33

Given a bash command line of the form

commandA | commandB

I want to add a buffer of size ~1MB that sits between commandA and commandB. I would expect to be able to do this with something of the form

commandA | BUFFER | commandB

but what is the command to use for BUFFER?

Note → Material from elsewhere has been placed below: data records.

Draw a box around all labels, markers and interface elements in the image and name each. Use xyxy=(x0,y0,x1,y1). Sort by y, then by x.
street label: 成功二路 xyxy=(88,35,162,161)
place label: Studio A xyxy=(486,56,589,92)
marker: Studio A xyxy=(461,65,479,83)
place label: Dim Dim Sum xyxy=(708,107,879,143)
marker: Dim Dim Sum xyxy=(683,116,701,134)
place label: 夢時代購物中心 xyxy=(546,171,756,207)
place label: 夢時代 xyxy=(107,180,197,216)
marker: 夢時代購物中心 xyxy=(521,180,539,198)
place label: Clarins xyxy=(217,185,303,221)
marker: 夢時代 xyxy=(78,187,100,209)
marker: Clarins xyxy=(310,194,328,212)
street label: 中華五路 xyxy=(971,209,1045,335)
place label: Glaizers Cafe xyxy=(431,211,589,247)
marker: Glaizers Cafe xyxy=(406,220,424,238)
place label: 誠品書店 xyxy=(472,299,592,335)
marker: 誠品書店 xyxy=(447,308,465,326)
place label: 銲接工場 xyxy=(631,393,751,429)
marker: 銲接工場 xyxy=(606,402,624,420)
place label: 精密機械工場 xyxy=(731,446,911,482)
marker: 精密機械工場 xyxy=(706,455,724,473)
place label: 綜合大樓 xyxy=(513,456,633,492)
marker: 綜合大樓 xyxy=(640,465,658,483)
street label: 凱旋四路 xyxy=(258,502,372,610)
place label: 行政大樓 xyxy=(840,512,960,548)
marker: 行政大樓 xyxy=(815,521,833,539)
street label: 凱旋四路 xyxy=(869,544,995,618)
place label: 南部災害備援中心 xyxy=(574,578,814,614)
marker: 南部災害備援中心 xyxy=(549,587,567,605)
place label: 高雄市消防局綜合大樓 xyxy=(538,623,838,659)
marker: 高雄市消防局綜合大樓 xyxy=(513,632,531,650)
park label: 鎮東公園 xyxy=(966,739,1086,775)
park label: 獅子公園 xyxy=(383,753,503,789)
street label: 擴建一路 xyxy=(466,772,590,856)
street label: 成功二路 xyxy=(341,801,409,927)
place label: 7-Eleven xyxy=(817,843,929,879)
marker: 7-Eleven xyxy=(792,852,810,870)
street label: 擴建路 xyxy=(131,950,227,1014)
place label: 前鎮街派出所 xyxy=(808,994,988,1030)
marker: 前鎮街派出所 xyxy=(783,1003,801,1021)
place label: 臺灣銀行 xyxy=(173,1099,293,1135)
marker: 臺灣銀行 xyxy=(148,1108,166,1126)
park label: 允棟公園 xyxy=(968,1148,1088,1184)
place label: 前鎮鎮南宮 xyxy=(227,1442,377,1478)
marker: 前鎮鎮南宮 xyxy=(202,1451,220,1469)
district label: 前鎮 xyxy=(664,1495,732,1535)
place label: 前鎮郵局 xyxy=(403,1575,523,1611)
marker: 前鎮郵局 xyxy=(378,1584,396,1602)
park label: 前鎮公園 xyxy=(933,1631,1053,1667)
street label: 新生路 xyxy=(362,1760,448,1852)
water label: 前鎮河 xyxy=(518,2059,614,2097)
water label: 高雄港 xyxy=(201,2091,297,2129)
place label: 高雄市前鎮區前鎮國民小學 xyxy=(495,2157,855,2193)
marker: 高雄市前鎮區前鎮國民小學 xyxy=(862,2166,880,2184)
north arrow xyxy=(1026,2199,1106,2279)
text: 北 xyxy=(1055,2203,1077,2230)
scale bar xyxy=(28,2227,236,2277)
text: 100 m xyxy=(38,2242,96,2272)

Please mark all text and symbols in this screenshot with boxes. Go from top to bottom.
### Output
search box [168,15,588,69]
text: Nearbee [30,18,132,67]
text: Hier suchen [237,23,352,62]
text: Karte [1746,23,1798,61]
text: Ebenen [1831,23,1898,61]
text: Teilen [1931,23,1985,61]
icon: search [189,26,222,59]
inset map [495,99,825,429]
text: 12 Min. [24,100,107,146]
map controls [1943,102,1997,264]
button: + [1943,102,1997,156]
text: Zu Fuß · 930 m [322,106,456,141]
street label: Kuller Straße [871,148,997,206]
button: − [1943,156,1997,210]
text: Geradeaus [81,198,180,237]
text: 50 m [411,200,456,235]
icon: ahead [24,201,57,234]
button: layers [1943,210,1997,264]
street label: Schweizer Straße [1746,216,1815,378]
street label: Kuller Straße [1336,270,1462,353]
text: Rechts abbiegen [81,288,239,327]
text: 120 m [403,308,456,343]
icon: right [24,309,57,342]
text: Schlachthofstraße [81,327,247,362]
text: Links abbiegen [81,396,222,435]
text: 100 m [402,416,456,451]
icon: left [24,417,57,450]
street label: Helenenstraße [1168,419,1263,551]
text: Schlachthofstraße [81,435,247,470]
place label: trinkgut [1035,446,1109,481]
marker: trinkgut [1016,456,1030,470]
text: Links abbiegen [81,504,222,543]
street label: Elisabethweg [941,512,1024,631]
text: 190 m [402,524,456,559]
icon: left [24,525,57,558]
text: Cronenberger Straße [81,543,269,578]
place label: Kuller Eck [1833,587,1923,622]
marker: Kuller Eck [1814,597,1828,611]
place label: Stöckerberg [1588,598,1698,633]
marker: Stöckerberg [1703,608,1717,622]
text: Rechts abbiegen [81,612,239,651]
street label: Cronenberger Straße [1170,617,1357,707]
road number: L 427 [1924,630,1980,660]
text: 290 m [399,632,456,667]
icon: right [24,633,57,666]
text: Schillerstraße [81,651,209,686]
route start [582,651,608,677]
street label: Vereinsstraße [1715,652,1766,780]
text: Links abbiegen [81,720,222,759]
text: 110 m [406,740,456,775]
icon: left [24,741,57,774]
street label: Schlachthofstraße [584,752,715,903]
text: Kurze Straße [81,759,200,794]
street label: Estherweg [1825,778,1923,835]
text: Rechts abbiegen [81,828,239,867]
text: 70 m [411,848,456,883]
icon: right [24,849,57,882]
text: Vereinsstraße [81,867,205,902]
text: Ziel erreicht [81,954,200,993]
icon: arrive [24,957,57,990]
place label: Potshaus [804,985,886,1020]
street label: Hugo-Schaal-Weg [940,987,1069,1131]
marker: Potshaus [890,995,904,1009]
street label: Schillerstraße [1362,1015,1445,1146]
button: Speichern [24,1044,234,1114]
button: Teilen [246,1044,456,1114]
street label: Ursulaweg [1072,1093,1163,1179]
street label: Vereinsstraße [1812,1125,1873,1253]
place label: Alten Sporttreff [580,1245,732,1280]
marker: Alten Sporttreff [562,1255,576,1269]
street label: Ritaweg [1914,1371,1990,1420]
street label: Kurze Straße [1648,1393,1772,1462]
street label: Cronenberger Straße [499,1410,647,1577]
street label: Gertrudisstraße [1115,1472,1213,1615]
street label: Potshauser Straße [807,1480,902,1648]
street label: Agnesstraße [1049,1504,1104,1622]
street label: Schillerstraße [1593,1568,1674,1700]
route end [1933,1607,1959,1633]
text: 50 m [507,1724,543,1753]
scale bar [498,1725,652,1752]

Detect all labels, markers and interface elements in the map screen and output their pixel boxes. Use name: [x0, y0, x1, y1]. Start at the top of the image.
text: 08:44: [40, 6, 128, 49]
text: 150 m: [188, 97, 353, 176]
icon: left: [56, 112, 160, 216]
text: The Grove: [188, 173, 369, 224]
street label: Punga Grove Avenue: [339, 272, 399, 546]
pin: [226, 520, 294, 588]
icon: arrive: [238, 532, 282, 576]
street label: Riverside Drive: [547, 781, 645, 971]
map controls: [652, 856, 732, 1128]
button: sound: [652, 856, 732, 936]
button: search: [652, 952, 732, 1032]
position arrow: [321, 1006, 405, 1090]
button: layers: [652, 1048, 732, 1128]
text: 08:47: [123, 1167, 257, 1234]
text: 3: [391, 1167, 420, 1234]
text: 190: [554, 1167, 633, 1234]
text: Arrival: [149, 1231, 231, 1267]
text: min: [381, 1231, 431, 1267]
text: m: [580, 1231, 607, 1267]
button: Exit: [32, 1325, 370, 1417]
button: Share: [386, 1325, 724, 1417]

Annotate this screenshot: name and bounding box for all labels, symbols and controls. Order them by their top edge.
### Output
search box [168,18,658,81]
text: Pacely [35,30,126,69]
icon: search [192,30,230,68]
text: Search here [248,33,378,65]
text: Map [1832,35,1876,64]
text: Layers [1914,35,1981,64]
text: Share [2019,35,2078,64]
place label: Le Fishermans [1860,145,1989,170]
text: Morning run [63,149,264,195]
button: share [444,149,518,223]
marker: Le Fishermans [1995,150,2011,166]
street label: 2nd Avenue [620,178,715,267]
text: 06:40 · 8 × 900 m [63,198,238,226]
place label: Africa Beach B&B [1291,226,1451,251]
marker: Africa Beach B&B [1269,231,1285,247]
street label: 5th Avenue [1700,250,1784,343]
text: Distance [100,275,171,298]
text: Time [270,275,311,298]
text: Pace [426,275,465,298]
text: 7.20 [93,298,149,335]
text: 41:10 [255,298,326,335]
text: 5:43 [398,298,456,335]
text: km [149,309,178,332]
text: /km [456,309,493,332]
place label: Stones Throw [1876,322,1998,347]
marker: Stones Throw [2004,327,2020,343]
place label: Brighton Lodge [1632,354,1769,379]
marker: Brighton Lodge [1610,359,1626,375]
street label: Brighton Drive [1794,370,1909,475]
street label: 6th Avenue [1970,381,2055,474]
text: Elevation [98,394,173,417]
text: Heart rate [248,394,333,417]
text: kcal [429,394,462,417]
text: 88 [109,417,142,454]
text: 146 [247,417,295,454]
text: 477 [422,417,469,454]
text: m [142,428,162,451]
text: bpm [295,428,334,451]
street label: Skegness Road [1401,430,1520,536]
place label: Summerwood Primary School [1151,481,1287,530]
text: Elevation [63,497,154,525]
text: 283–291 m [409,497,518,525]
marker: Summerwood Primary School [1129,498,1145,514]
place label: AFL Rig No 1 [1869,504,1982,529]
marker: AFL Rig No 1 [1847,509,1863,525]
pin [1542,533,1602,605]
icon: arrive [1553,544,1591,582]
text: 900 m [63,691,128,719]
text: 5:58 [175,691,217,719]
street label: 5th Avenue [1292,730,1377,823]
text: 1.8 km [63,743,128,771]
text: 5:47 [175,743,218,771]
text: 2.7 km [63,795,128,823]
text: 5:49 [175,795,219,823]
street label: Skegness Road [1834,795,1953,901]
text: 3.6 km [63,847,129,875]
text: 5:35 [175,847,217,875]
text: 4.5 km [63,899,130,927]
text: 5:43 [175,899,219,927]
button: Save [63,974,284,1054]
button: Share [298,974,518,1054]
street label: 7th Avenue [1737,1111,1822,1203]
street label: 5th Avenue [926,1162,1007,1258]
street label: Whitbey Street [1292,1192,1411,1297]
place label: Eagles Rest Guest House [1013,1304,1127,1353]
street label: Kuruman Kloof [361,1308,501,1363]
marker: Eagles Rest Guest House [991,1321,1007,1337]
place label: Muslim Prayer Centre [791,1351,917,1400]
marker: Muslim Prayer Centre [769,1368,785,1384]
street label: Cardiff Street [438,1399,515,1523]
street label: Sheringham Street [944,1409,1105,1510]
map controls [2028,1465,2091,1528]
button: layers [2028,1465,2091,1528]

Remark: I want to do this in order to decouple the two commands to make them parallelize better. The problem is that commandB processes data in large chunks, which currently means that commandA blocks until commandB is done with a chunk. So everything runs sequentially :-(

Alex Krauss
  • 9,438
  • 4
  • 27
  • 31

6 Answers6

30

BUFFER is called buffer. (man 1 buffer, maybe after apt-get install buffer)

Eugen Rieck
  • 64,175
  • 10
  • 70
  • 92
  • What are the options one should pass to buffer to get a, eg. 1Gb buffer size ? There seem to be many options to configure chunk size, number of chunks and whatever, but it is not clear to me which ones to use to get a simple buffer of a given size. – Suzanne Soy Jun 23 '13 at 12:41
  • 2
    `-m size` is for the total. If you need finer-grained control use `-s blocksize -b blocks` together. – Eugen Rieck Jun 23 '13 at 19:23
25

There is another tool, pv - pipe viewer:

process1 | pv -pterbTCB 1G | process2
  • B specifies the buffer size, here 1 Gigibyte
  • C disables splice, which is required for B
  • T shows the buffer level
  • pterb are the default display switches needed due to the presence of T

pv might be available on systems where mbuffer/buffer is not in the official repositories (such as arch linux).

JanKanis
  • 6,346
  • 5
  • 38
  • 42
Johannes Gerer
  • 25,508
  • 5
  • 29
  • 35
  • 1
    I tried using `pv` as buffer, but it sometimes stops reading its input when its output blocks while the buffer is not full. It appears to be a bug, as attaching with `strace` fixes it. `pv` with a buffer also switches between reading and writing every 100 ms or until no more data is ready, but that slowed down reading from disk when I tried it. I guess the 100 ms gap was too long for the system to continue reading ahead. – JanKanis Mar 29 '21 at 15:15
8

You can use

  • buffer (mentioned)
  • mbuffer (works on solaris too, possibly other UNIXes)

E.g.

    process1 | mbuffer -m 1024M | process2

to use a 1G buffer

sehe
  • 374,641
  • 47
  • 450
  • 633
  • mbuffer seems much better than buffer since buffer is (according to manpage and my experiments) limited to 1GB. – phihag Sep 30 '17 at 09:18
4

The program buffer uses shared memory. This might be a problem, because in case of an error, memory may leak, because shared memory can outlive the program, which allocated the memory.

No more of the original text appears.